И больше никогда ничего золотого в нашем доме не было…Зато книги были, старший брат нам часто вслух читал…»
« ...  в войну шторки на окна мать из бинтов сделала. Полоски бинта крючком обвязала, потом эти полоски  соединила - связала крючком кружевные мережки...Красиво было»
«…Зимами мать работала на току. Чтобы нас всех прокормить, таскала за пазухой по горсти мороженого зерна. Председательша знала, но не выдала… Только вот мать простыла и весной 46 года умерла от туберкулеза.»
«...умерла она ранним утром , я побежала по родным — сказать. Вот не помню, где весь день была, но только в вечеру меня ноги домой принесли. Уже гроб на столе стоял.
 ...а на кладбище — грязь апрельская. Сестра из Москвы в босоножках приехала, мне её так жалко стало, я ей с ног палочкой глину счищала...»
 «...У меня тоже дыры в легких определили, и брат, хоть и был на деревянном протезе, отвез меня в Москву, в туберкулезный институт... Вела меня доктор Вера Павловна Крашенинникова, она на западном фронте воевала, и на Дальний Восток её посылали, но там ей поработать не пришлось - война кончилась и она в наш МОНИТИ  пришла. А профессор у нас был Иезекииль Израилевич Берлин — он всех больных по снимкам легких помнил»
«... За нашим забором был театр Красной армии, он в форме звезды построен. Когда умер Александров, гроб в театре стоял. Мы бегали туда посмотреть прощание. Народу было... Говорили, что он руководил ансамблем песни и пляски Советской армии, а то что именно он написал музыку нашего гимна и «Идет война народная,  священная война» я и не знала... А потом дед всю жизнь маршировал под его «Непобедимая, и легендарная, в боях познавшая радость побед, тебе любимая, родная армия шлет наша Родина песню-привет». Александров в Германии умер, уже после Победы... В войну сердце надорвал...»
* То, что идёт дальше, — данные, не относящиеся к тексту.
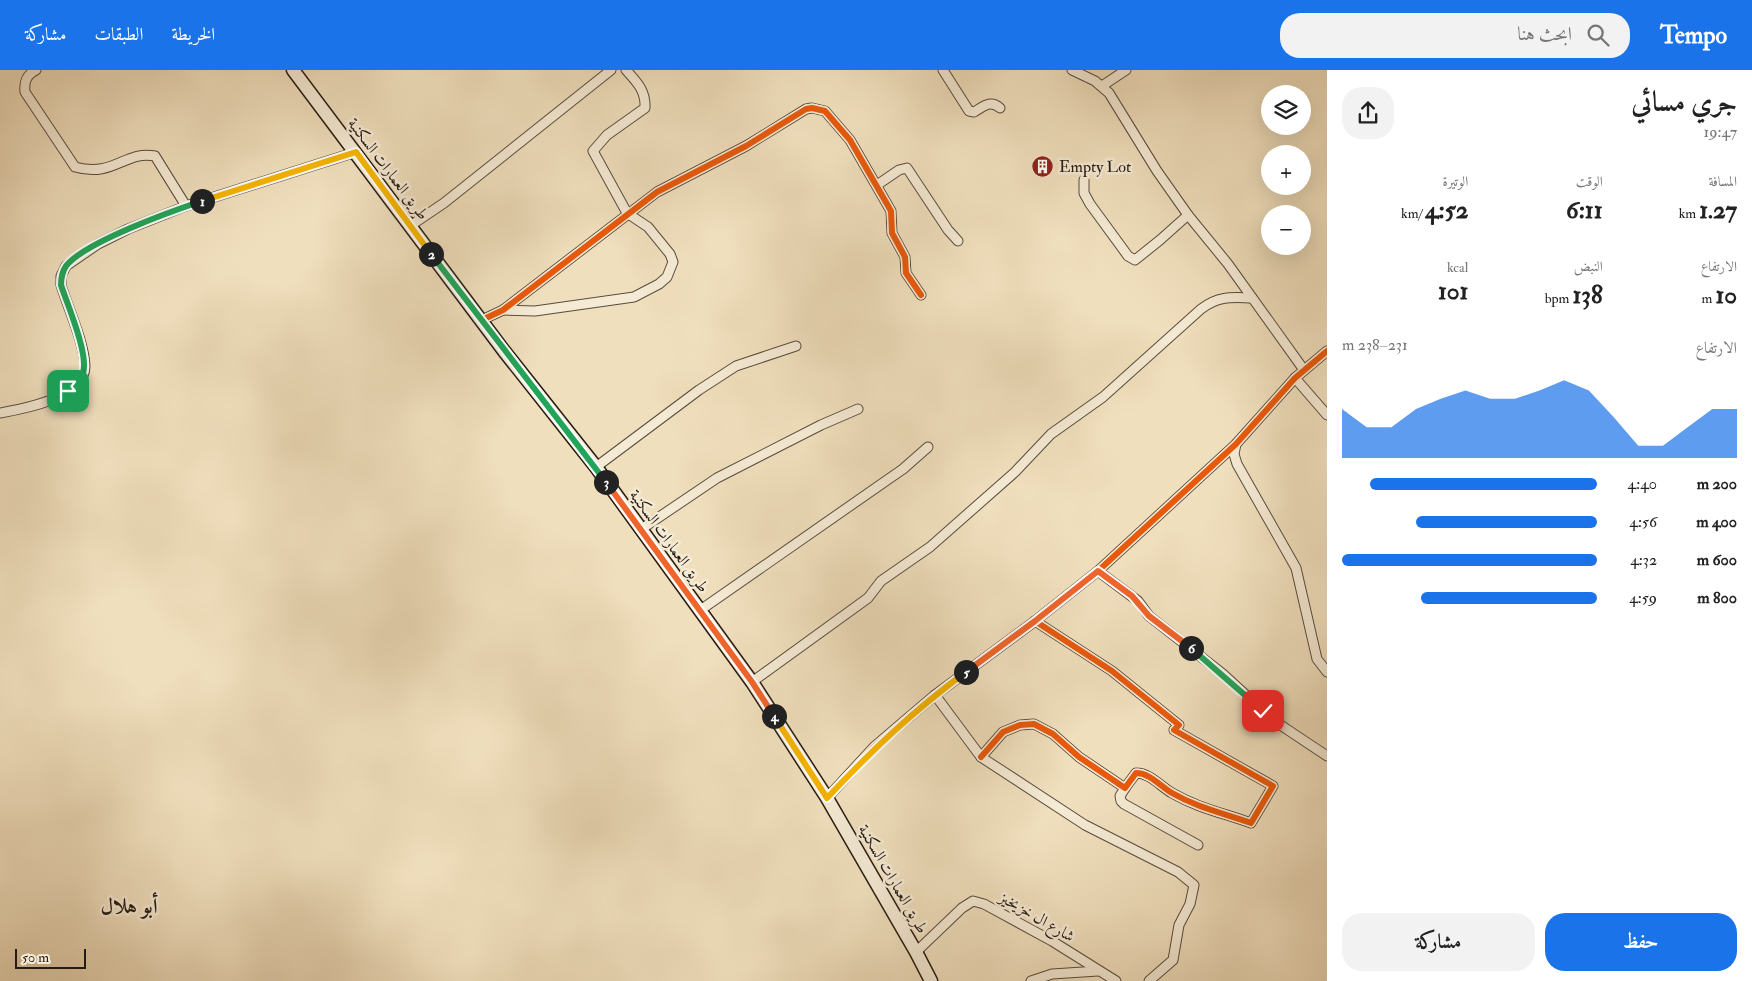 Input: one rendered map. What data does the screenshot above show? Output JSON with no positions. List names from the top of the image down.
{
  "streets": {
    "main road": ["طريق العمارات السكنية"],
    "street": ["شارع ال خزيخيز"]
  },
  "crossings": [
    ["طريق العمارات السكنية", "شارع ال خزيخيز"]
  ],
  "districts": ["أبو هلال"],
  "places": {
    "building": ["Empty Lot"]
  },
  "scale_bar": "50 m",
  "page": {
    "header": "Tempo",
    "search": "ابحث هنا",
    "nav": ["الخريطة", "الطبقات", "مشاركة"],
    "heading": ["جري مسائي", "19:47"],
    "map_buttons": ["+", "−"],
    "stats": [
      ["المسافة", "1.27 km"],
      ["الوقت", "6:11"],
      ["الوتيرة", "4:52 /km"],
      ["الارتفاع", "10 m"],
      ["النبض", "138 bpm"],
      ["kcal", "101"]
    ],
    "pins": [
      "1",
      "2",
      "3",
      "6",
      "5",
      "4"
    ],
    "chart": ["الارتفاع", "231–238 m"],
    "list": [
      {
        "name": "200 m",
        "note": "4:40"
      },
      {
        "name": "400 m",
        "note": "4:56"
      },
      {
        "name": "600 m",
        "note": "4:32"
      },
      {
        "name": "800 m",
        "note": "4:59"
      }
    ],
    "buttons": ["حفظ", "مشاركة"],
    "scale": "50 m"
  }
}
«...Я в институте долго лечилась, там и жила, потом путевку в санаторий мне бесплатно обещали дать как сироте, если родня 500 рублей на дорогу найдет. Брат прислал денег. А сам тоже болел, но у него туберкулез считали последствием фронта. И в Крым его отвезли уже на носилках. Сначала врач его велел положить в подвале, потом понемногу его ближе к солнцу поднимали — перекладывали. Кормили почти одной квашеной капустой. Слава Богу, выходили...»
«...Я успела до материной смерти только 5 классов закончить. В крымском санатории, в Кореизе,   продолжилось мое обучение – от испанских детей. Они и пели, и рисовали, и штопали, и вязали, и вышивали, а я от них всё перенимала… Испанских детей как раз перед войной в Россию привезли – их от войны на своей родине спасали, а они в наш холод и нашу войну угодили…У Нэли Гарсиа сил совсем не было, даже кровать заправить, и температура скакала – она то горела, то мерзла. Я ей кровать заправляла – подтыкала одеяло под матрас, она в этот конверт залезала, и ей там было хорошо – ничего не давило. Однажды я пришла в палату, а её кровать пустая… у неё ещё сестра была, лечилась в Серпухове, а здесь, с ней, - брат, Хосе. Рисовал хорошо. Подарил мне картинку замечательную –на зеленой бугре пасется корова, цветы, солнце. Я этот рисунок потом домой отвезла, а его там потеряли.»
«…В Крыму нас водили в домик Чехова, у него тоже туберкулез был…Я видела Ласточкино гнездо. Говорили, что его татарский хан построил для своей жены, которую из Турции привёз. Она по Родине плакала, а с этого утеса турецкий берег за морем в ясную погоду виден, но на море мы ходили редко – санаторий высоко на горе, задохнёшься идти.»
“…Я на юге по дому скучала... Деревня у нас была большая – на три конца. До войны барский дом был – высокий, с большим садом, и церковь. Дом потом сгорел, а церковь на кирпич разобрали – что-то строить хотели. Когда фундамент рушили – склеп открылся. Там под стеклянной крышкой барская дочь лежала,  красивая и как живая, в белом убранстве. Крышку сдвинули и девушка рассыпалась...На остатках церковного фундамента потом гармонист сидел, а молодежь плясала…»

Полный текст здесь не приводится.